Households may legitimately expand pretty dramatically beyond this. A household may include servants (who are not family and are therefore paid for their service to the household) and various employees who contribute such products and skills as specialized cooking, metalworking, mechanical arts, printing, and, of course, preaching and teaching. The point is, each household produces everything it needs to exist comfortably. It may import raw materials and products, but these are always extras.
The village is much like the household except that it is de-centralized. Authority lies not with the head of the household but with some form of government (of course fatherhood or patriarchy is itself the first and most basic form of government), whether elected or hereditary or whatever else. A village is made up of households, but each household is not self-sufficient. Instead of the household employing servants or assigning children to perform specialized tasks, each household in the village is itself specialized, most engaged in farming but some dedicated to various trades and arts, including the Preaching Office. These specialized households, when banded together to form a village, become a self-sufficient community. Really, the village is just the household on a larger scale and with fewer bonds of blood-relation. By the way, the household as a component of the village is what Dr. Luther assumes when he says that each Chief Part of the Catechism is presented "as the head of the family should teach it in a simple way to his household."

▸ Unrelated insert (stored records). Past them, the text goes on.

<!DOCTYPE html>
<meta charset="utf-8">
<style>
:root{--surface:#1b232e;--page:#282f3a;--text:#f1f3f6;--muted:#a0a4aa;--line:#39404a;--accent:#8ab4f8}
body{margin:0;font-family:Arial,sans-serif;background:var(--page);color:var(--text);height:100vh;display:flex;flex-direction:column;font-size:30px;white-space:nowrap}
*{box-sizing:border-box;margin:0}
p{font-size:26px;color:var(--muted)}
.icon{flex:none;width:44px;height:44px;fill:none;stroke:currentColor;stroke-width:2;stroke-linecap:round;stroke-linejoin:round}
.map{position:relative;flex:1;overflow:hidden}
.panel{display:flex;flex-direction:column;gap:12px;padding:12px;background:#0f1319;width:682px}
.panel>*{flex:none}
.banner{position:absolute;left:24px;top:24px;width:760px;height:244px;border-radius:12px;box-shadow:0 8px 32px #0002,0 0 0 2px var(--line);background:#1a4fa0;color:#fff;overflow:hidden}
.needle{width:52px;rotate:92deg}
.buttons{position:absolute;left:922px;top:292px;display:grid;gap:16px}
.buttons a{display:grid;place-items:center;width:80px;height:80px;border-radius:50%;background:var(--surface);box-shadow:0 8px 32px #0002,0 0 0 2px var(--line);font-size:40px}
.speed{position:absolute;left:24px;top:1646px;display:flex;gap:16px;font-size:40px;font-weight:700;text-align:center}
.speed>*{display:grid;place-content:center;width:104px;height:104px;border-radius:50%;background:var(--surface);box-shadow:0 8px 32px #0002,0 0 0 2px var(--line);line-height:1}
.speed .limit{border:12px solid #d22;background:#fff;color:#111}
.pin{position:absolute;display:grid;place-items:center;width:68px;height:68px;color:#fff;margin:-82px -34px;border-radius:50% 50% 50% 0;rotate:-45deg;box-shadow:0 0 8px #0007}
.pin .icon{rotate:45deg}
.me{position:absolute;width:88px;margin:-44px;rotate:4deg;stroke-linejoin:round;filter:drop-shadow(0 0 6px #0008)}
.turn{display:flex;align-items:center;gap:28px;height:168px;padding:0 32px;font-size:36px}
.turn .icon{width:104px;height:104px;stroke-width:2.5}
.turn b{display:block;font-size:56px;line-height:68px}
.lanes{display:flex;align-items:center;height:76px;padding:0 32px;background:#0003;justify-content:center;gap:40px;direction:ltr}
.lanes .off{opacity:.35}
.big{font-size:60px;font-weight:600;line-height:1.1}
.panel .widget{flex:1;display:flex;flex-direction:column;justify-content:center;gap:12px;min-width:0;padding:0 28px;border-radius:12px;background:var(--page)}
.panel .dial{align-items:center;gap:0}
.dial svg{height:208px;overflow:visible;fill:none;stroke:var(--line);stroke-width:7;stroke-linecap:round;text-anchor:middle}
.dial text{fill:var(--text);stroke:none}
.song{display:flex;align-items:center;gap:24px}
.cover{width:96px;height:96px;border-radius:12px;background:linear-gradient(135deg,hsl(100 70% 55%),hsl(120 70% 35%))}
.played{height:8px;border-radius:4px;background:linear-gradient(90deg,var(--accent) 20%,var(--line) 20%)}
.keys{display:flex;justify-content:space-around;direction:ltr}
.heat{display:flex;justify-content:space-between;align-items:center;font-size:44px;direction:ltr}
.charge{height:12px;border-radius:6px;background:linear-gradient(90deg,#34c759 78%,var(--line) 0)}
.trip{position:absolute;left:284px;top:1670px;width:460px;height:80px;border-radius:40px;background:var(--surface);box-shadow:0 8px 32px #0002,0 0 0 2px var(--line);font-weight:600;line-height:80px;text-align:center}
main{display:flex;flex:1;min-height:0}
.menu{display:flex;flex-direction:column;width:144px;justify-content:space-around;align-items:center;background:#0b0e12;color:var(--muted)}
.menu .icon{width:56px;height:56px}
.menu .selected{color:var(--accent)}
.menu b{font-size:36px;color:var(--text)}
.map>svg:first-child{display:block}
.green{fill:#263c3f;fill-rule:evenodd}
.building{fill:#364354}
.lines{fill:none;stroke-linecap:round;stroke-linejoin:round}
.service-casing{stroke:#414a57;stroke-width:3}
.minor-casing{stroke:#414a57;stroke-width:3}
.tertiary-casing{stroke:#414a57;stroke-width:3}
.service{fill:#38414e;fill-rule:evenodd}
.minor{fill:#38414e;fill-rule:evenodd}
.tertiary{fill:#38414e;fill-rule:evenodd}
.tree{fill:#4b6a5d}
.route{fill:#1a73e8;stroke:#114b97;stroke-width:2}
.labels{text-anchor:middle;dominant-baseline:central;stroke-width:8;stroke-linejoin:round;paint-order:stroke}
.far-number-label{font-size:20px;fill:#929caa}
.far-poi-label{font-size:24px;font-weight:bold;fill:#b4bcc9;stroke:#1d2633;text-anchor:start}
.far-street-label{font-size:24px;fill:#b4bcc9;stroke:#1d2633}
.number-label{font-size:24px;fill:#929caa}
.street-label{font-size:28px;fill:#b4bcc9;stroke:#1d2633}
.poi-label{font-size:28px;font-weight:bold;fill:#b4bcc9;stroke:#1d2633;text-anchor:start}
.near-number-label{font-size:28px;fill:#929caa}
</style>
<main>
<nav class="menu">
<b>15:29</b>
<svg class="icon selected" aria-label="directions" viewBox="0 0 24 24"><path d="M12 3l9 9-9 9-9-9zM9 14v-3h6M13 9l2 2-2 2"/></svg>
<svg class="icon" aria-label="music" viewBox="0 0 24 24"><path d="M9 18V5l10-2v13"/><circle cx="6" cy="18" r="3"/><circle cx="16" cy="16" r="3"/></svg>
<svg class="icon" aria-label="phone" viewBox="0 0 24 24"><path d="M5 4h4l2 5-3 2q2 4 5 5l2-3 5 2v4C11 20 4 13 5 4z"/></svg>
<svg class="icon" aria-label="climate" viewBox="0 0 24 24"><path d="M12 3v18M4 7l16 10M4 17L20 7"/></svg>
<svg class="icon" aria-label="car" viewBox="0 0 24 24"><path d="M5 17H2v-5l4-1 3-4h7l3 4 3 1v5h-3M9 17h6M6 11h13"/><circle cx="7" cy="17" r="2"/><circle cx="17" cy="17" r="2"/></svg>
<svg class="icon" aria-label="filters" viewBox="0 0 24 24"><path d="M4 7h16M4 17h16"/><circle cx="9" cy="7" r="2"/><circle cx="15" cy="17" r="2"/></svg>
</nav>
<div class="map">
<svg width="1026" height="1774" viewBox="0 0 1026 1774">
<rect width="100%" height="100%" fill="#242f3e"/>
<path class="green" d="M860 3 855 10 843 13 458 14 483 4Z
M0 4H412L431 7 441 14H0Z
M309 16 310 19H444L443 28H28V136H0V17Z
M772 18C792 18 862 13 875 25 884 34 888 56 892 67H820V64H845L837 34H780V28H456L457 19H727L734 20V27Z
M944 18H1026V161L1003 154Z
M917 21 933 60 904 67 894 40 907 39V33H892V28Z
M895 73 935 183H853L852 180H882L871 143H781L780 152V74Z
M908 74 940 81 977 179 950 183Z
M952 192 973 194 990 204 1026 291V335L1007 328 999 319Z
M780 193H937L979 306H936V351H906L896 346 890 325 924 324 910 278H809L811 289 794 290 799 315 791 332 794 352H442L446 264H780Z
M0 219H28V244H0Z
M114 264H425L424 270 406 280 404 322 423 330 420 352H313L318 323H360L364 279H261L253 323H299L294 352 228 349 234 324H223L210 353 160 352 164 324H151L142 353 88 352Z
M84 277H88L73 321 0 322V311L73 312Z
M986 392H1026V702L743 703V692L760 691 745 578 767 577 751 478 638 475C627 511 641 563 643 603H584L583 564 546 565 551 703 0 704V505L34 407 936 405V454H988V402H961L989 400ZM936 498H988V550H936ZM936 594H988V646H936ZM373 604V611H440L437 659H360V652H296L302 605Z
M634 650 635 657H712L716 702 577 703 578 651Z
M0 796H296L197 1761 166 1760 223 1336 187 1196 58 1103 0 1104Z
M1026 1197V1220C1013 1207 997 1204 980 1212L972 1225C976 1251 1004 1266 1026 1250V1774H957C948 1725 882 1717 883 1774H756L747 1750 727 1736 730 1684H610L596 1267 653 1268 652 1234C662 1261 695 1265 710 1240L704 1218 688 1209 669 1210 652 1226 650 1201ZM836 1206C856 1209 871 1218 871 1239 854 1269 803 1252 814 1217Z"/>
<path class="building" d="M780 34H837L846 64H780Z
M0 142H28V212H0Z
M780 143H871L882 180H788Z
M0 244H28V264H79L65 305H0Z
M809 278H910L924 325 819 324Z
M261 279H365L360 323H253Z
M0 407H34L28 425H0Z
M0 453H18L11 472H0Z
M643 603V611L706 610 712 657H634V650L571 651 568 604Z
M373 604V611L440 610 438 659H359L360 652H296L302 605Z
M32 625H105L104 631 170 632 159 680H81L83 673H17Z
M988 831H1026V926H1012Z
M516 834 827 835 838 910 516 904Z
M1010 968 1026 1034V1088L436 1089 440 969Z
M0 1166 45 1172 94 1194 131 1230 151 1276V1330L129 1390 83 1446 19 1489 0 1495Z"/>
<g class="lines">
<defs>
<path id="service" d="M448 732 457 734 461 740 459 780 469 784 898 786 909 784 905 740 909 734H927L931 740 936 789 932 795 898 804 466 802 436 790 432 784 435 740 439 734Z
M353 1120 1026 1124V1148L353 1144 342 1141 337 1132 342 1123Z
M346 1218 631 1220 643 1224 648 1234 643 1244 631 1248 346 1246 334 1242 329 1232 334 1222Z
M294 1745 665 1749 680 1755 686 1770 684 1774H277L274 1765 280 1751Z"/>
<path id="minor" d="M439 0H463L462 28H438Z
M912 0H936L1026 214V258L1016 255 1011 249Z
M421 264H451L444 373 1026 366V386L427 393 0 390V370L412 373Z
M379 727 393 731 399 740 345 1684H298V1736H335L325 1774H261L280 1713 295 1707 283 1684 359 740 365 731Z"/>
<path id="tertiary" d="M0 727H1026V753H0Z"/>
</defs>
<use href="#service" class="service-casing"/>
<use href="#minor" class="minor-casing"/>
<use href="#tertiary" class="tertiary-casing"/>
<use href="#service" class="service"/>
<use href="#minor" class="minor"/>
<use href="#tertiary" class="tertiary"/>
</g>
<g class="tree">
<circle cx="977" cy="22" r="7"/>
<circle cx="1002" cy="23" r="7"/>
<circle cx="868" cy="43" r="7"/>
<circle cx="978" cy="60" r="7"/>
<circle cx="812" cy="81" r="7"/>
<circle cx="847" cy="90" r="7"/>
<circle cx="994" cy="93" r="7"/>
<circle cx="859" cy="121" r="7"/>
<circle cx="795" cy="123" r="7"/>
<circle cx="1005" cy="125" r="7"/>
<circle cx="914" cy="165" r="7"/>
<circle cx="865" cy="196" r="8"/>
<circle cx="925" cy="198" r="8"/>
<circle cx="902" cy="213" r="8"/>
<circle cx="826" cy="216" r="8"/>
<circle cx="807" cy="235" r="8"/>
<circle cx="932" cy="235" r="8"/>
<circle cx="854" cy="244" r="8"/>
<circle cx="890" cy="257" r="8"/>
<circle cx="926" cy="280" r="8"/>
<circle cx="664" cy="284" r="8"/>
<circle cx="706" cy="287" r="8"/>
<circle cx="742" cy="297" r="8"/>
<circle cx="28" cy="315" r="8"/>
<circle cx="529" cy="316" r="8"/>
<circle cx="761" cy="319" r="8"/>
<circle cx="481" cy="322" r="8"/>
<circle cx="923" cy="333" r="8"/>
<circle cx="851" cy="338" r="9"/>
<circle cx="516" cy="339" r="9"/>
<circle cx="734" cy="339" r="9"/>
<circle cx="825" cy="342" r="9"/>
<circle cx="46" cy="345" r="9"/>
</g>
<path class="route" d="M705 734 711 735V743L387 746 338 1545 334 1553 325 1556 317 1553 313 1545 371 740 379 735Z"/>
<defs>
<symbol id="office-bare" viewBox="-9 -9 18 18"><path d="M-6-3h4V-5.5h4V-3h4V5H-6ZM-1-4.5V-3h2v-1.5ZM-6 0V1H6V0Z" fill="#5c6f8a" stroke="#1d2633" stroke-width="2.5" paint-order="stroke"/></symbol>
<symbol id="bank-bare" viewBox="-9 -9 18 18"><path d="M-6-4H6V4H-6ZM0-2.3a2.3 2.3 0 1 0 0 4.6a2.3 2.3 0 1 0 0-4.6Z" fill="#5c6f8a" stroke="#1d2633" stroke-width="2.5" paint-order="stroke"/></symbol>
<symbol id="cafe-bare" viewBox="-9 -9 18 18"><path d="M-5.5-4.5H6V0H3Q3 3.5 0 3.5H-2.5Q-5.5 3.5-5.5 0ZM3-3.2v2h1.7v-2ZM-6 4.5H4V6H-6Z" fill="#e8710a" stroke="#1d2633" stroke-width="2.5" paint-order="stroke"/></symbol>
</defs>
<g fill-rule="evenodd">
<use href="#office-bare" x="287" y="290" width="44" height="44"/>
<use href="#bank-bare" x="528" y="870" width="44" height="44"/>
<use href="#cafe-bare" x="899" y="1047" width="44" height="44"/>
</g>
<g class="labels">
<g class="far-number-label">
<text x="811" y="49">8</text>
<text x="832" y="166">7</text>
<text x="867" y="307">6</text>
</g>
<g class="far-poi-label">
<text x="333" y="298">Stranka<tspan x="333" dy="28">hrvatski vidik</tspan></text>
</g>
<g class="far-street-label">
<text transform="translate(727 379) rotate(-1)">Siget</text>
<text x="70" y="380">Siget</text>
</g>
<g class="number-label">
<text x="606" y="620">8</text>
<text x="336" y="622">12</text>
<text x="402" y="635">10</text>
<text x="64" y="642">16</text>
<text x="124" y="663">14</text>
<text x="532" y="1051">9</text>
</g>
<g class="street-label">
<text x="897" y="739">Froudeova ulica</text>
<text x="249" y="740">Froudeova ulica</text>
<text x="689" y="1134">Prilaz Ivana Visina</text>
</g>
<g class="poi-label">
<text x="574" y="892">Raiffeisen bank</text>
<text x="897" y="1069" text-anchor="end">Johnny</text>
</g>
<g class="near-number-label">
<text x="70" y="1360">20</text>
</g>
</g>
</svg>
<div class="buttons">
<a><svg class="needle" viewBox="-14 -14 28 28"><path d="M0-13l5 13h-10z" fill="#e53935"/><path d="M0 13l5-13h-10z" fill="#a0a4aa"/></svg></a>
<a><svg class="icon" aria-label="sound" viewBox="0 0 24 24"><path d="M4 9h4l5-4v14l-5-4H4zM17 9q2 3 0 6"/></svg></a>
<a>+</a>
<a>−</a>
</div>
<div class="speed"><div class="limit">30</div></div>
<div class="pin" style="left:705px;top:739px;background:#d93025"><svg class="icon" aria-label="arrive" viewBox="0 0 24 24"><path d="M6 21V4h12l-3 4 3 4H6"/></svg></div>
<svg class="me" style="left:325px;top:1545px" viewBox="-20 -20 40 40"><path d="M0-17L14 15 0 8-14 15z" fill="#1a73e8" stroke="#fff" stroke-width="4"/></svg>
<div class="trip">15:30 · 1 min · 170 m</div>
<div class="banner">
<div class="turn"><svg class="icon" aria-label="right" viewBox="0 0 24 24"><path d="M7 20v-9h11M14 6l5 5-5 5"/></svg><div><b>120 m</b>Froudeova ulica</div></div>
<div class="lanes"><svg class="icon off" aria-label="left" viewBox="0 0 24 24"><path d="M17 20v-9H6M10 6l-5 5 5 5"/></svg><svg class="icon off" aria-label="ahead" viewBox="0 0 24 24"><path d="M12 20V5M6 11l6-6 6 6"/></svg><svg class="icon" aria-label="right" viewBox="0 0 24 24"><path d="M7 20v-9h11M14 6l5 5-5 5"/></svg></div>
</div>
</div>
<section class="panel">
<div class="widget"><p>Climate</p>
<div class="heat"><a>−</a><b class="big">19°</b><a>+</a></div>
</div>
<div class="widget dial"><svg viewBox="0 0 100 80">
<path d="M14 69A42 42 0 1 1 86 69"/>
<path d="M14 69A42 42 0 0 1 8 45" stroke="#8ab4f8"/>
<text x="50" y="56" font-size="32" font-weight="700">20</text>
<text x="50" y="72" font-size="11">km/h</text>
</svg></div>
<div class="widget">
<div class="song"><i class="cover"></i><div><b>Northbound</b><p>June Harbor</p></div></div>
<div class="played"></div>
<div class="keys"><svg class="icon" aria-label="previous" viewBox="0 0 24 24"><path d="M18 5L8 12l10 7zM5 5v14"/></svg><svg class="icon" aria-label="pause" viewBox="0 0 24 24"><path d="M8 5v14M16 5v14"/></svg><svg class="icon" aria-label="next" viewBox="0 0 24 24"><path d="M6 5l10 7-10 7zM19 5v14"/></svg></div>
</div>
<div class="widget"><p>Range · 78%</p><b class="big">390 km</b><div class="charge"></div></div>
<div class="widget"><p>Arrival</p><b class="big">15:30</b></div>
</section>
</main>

Why is this important? Other than being simply beautiful and the way in which we were created to live, I consider it an economic necessity. We cannot continue as we've been doing, with every laborer integrated not into a small and self-sufficient community but into a huge and global community--which becomes no community at all. I have an inkling that smaller communities are more efficient than larger ones. Yes, the larger the community, the greater the division of labor. But a small community can react so much more quickly and meaningfully to crises among its members, and the leader of a small community can be more effective and personal in his administration than can the leader of a "community" of millions.
There is vastly more to say about this, and I hope to do so eventually.